The package does keep some derived multilayer indices such as _VM, _nl_to_row, and _row_to_nl, but those are execution helpers over the same entity registry.

Placeholder mutation is deliberate

Placeholder coordinates are not a loose convention. They are a disciplined fallback.

When vertices are inserted without explicit layer placement in a layered graph, AnnNet:

  • assigns the placeholder coordinate
  • warns explicitly
  • keeps the row invariant intact

When aspects are declared over an existing flat graph, the same logic is used:

  • previous flat vertices are lifted into the placeholder coordinate
  • the graph becomes multilayer without inventing a second row semantics

This is a subtle but important design choice.
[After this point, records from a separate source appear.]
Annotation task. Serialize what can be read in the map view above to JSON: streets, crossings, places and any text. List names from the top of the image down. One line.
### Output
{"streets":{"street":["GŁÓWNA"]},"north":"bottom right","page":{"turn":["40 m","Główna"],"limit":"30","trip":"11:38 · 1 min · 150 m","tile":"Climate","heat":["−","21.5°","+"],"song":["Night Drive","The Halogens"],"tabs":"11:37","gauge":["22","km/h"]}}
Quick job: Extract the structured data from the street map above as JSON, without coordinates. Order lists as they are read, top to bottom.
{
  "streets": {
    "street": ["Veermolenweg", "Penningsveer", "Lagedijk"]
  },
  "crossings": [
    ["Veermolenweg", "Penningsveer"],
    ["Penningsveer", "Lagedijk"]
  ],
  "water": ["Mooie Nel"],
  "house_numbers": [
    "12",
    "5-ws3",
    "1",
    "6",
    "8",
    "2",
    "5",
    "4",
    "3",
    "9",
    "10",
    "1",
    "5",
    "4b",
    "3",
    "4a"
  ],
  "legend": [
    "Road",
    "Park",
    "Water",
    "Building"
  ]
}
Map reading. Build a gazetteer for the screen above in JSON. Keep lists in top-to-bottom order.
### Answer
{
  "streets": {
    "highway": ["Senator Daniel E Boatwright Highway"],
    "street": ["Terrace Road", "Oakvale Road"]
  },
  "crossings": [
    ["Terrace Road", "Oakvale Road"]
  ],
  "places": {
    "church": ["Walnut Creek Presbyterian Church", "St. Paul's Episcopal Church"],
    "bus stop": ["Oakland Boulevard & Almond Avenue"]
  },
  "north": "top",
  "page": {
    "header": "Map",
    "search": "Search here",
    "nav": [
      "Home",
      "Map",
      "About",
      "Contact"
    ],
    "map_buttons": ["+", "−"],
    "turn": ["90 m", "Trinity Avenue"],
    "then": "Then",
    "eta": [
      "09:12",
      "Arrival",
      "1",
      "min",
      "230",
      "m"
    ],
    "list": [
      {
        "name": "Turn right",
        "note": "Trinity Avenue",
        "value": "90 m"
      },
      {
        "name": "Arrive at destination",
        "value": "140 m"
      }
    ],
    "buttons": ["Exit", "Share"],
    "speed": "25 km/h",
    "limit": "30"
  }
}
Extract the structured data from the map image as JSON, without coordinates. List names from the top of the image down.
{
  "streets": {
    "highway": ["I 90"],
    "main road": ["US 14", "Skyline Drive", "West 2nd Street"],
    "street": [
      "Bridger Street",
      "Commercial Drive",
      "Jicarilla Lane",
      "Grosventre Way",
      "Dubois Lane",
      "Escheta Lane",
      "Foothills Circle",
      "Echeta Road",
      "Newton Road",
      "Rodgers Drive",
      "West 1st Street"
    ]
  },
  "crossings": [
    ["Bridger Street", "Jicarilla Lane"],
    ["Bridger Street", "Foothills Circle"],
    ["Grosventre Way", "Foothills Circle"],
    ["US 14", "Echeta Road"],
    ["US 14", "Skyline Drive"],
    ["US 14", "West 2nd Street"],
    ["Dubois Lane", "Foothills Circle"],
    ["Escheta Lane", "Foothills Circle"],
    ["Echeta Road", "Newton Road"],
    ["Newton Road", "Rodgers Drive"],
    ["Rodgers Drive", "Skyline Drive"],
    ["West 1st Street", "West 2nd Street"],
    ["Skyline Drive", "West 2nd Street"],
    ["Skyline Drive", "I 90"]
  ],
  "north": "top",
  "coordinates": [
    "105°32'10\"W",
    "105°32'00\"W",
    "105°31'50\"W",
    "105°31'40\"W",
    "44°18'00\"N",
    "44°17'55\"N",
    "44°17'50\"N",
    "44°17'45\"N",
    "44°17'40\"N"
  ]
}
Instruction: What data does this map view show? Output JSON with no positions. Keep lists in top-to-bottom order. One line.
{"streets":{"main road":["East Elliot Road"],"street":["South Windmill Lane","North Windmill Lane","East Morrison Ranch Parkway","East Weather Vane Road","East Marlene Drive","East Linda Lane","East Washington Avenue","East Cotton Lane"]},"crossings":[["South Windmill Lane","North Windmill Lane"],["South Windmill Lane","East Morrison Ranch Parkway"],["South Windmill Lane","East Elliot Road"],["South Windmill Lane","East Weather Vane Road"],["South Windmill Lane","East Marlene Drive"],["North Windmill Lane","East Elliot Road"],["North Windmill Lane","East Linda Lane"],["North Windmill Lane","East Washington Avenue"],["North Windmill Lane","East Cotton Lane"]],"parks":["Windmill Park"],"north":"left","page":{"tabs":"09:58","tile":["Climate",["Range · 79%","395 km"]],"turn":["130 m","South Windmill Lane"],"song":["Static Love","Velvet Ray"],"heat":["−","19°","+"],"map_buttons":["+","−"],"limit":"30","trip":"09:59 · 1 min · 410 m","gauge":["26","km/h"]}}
It prevents the matrix from containing a mix of "real supra-node rows" and "global unresolved rows".

Views, subgraphs, and copies are deliberately different

AnnNet has several ways to work with a subset of the graph. They should not be confused.

Views

G.view(...) creates a lazy filtered lens over the same graph.

  • no structural copy
  • no new source of truth
  • filtering happens at access time

Subgraphs

subgraph(...), edge_subgraph(...), and related operations materialize a new graph object.

  • structure is copied
  • relevant attributes are copied
  • slice memberships may be restricted or rebuilt

Copy

copy() preserves the graph shape more faithfully than a subgraph operation. It is the right tool when you want another graph object with the same topology and metadata, not a filtered projection.

History records mutations, not abstract intent

History hooks wrap mutating methods and record:

  • operation name
  • version
  • timestamp
  • monotonic clock
  • captured arguments
  • result

This matters for interpretation.

The history system logs what the API call did, not a reconstructed semantic "meaning" of the mutation after the fact. That keeps the log simple, explicit, and serializable.